▸ Data provided:

*****

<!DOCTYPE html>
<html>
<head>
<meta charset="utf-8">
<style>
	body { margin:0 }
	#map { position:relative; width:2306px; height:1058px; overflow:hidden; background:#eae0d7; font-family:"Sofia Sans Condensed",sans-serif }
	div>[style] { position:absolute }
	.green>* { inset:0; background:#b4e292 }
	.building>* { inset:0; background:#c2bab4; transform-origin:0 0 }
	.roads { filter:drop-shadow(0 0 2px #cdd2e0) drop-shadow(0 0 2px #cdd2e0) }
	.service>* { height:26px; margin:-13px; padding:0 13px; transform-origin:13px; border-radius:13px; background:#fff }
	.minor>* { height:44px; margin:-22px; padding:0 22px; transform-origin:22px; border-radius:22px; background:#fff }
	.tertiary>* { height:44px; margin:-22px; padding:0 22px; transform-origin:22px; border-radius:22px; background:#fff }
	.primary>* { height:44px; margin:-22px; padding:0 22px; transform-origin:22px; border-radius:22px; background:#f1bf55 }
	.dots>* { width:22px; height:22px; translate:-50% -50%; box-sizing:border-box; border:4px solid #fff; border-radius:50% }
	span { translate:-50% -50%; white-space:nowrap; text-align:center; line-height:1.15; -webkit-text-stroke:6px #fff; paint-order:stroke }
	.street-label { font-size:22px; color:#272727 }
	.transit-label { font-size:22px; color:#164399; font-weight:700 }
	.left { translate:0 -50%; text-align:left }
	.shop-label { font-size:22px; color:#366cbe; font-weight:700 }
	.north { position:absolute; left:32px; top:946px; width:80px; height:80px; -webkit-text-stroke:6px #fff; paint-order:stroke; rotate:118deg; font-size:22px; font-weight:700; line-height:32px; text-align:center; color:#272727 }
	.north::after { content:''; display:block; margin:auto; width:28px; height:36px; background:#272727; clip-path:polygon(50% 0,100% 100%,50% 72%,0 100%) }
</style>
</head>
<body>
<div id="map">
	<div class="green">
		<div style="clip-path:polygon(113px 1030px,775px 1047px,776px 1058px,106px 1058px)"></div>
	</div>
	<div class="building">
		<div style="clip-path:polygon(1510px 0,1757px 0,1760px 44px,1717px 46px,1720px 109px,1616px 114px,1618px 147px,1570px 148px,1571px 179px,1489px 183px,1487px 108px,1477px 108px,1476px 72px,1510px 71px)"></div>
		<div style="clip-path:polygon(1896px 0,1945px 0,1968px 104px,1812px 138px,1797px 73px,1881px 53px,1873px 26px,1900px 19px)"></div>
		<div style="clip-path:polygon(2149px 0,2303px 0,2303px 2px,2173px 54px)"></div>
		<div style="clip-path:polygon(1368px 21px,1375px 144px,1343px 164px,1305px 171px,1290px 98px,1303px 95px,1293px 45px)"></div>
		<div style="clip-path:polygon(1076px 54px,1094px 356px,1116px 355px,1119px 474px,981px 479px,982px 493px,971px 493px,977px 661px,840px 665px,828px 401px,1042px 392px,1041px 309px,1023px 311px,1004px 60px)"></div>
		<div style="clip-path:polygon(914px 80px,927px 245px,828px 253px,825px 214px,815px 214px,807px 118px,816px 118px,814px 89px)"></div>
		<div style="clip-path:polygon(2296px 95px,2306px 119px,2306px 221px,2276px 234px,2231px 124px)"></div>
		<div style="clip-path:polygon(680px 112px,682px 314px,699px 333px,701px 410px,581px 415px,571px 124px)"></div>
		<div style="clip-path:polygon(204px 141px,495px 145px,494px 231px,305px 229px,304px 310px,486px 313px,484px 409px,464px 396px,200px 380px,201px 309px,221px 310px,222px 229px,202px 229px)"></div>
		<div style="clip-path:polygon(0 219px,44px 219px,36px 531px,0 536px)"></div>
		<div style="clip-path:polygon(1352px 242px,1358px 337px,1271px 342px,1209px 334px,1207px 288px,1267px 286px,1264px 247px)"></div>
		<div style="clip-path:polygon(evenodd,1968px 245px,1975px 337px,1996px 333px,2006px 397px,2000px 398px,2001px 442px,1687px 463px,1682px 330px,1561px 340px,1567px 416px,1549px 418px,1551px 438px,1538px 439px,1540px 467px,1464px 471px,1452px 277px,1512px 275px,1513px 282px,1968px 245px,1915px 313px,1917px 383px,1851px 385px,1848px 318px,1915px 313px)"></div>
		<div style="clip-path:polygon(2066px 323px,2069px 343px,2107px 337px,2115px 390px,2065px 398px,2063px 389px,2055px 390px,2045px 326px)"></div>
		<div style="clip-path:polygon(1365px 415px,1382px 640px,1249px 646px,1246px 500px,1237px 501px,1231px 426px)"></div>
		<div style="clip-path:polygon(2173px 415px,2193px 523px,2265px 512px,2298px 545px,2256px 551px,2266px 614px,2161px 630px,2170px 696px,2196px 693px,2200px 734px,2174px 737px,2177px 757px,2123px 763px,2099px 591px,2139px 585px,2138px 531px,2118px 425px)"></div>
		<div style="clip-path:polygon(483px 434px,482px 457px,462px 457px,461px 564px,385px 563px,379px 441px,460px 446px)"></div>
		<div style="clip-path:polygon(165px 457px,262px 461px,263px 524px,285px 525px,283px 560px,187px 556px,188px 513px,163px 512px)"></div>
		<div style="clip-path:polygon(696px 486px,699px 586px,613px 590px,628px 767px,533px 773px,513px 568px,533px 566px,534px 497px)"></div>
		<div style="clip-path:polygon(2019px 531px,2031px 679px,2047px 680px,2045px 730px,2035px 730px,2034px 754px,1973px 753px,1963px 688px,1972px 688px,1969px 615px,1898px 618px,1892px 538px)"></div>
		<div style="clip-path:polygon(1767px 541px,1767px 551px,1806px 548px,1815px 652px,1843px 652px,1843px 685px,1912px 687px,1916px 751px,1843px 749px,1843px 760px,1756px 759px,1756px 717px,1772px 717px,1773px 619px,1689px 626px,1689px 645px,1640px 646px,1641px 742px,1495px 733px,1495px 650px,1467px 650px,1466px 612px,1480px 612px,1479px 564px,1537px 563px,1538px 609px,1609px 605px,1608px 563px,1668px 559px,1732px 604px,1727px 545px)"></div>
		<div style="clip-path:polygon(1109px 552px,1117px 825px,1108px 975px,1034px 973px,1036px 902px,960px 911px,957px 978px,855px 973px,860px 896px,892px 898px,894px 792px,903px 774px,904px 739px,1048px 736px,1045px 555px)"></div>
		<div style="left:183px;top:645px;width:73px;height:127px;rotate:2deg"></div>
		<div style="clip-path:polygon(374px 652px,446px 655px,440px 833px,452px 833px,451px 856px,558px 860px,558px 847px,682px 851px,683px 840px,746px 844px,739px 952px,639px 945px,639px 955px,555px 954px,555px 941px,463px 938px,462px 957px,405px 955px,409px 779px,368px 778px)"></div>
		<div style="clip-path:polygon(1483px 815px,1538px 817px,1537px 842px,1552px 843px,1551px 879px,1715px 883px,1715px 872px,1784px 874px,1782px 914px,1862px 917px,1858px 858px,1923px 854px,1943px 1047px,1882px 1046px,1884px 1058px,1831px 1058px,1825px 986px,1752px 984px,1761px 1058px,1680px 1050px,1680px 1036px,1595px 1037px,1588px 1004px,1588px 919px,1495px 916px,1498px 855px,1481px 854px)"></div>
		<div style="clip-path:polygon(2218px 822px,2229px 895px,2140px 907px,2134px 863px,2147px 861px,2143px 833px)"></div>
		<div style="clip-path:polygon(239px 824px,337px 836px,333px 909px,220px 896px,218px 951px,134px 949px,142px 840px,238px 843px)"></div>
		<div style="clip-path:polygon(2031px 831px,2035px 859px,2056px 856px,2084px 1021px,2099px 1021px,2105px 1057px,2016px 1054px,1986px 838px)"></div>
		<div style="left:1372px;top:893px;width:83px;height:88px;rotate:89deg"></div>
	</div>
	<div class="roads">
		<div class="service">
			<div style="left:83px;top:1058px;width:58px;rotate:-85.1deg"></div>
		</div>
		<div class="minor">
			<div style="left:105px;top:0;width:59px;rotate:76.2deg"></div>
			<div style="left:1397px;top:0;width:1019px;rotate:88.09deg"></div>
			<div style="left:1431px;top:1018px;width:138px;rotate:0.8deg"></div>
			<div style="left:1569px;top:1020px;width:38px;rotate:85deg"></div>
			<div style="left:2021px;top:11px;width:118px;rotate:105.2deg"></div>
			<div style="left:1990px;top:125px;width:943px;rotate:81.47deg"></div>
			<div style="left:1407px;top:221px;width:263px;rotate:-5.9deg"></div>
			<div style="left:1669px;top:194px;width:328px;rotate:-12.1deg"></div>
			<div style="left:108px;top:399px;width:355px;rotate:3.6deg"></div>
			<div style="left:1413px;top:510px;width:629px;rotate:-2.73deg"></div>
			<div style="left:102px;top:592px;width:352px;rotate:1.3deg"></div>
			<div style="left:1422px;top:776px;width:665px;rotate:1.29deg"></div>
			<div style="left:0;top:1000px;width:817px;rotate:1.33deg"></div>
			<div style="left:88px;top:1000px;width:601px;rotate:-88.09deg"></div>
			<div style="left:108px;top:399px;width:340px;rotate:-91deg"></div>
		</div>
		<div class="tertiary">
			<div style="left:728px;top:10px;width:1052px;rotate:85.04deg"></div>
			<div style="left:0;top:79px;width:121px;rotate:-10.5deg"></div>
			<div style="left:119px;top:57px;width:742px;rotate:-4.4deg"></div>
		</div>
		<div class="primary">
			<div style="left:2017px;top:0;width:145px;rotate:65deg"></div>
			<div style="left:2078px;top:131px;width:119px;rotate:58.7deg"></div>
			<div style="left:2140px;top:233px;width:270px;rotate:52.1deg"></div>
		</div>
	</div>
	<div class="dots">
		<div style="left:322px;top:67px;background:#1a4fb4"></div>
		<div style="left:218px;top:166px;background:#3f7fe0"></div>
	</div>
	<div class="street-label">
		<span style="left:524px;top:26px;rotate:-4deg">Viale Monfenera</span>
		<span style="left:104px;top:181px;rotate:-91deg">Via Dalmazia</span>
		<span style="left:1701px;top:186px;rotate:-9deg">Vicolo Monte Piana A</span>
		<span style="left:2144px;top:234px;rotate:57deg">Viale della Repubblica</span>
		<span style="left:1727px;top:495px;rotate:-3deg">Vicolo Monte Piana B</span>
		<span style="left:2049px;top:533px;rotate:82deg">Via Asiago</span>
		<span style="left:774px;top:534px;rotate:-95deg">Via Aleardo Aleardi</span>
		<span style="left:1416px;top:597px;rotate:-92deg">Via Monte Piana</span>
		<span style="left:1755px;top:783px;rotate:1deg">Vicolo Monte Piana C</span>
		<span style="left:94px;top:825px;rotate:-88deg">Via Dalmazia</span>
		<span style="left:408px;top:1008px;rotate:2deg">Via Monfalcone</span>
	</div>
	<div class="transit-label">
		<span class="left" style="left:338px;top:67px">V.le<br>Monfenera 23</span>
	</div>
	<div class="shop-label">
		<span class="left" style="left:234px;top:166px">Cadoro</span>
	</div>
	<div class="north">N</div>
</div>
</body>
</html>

*****

▸ Your goal:
Among the lines of the material, find those holding the word "service" and return them.

▸ Worked solution:
	.service>* { height:26px; margin:-13px; padding:0 13px; transform-origin:13px; border-radius:13px; background:#fff }
		<div class="service">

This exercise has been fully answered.